Nothing but the records, repeated exactly, should form the response.
Start of Source data
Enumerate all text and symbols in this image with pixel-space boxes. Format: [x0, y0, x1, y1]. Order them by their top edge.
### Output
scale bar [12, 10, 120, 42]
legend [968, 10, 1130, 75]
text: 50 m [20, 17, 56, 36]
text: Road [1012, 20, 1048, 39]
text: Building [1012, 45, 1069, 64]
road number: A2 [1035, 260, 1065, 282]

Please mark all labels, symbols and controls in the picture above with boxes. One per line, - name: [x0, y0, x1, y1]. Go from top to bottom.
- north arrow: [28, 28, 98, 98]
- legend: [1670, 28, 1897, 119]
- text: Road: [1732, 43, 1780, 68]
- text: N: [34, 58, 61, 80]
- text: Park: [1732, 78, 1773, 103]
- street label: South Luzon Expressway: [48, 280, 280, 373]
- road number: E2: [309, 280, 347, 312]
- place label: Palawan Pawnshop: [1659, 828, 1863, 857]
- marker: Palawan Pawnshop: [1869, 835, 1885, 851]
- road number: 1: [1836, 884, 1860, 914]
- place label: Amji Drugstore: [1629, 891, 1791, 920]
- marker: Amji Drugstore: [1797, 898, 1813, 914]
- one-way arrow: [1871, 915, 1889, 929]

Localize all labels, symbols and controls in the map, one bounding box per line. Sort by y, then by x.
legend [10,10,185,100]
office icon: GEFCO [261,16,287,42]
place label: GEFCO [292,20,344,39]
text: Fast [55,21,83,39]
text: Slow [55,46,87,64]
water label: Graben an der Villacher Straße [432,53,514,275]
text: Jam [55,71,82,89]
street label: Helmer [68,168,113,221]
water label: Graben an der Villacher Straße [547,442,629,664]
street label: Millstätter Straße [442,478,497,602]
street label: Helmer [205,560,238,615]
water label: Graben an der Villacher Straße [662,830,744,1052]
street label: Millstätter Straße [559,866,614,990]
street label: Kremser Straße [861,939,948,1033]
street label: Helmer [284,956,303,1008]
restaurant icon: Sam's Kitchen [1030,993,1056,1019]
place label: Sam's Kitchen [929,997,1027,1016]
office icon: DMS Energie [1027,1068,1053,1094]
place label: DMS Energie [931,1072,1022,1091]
End of Source data
= Answer to this exercise =
Enumerate all text and symbols in this image with pixel-space boxes. Format: [x0, y0, x1, y1]. Order them by their top edge.
### Output
scale bar [12, 10, 120, 42]
legend [968, 10, 1130, 75]
text: 50 m [20, 17, 56, 36]
text: Road [1012, 20, 1048, 39]
text: Building [1012, 45, 1069, 64]
road number: A2 [1035, 260, 1065, 282]

Please mark all labels, symbols and controls in the picture above with boxes. One per line, - name: [x0, y0, x1, y1]. Go from top to bottom.
- north arrow: [28, 28, 98, 98]
- legend: [1670, 28, 1897, 119]
- text: Road: [1732, 43, 1780, 68]
- text: N: [34, 58, 61, 80]
- text: Park: [1732, 78, 1773, 103]
- street label: South Luzon Expressway: [48, 280, 280, 373]
- road number: E2: [309, 280, 347, 312]
- place label: Palawan Pawnshop: [1659, 828, 1863, 857]
- marker: Palawan Pawnshop: [1869, 835, 1885, 851]
- road number: 1: [1836, 884, 1860, 914]
- place label: Amji Drugstore: [1629, 891, 1791, 920]
- marker: Amji Drugstore: [1797, 898, 1813, 914]
- one-way arrow: [1871, 915, 1889, 929]

Localize all labels, symbols and controls in the map, one bounding box per line. Sort by y, then by x.
legend [10,10,185,100]
office icon: GEFCO [261,16,287,42]
place label: GEFCO [292,20,344,39]
text: Fast [55,21,83,39]
text: Slow [55,46,87,64]
water label: Graben an der Villacher Straße [432,53,514,275]
text: Jam [55,71,82,89]
street label: Helmer [68,168,113,221]
water label: Graben an der Villacher Straße [547,442,629,664]
street label: Millstätter Straße [442,478,497,602]
street label: Helmer [205,560,238,615]
water label: Graben an der Villacher Straße [662,830,744,1052]
street label: Millstätter Straße [559,866,614,990]
street label: Kremser Straße [861,939,948,1033]
street label: Helmer [284,956,303,1008]
restaurant icon: Sam's Kitchen [1030,993,1056,1019]
place label: Sam's Kitchen [929,997,1027,1016]
office icon: DMS Energie [1027,1068,1053,1094]
place label: DMS Energie [931,1072,1022,1091]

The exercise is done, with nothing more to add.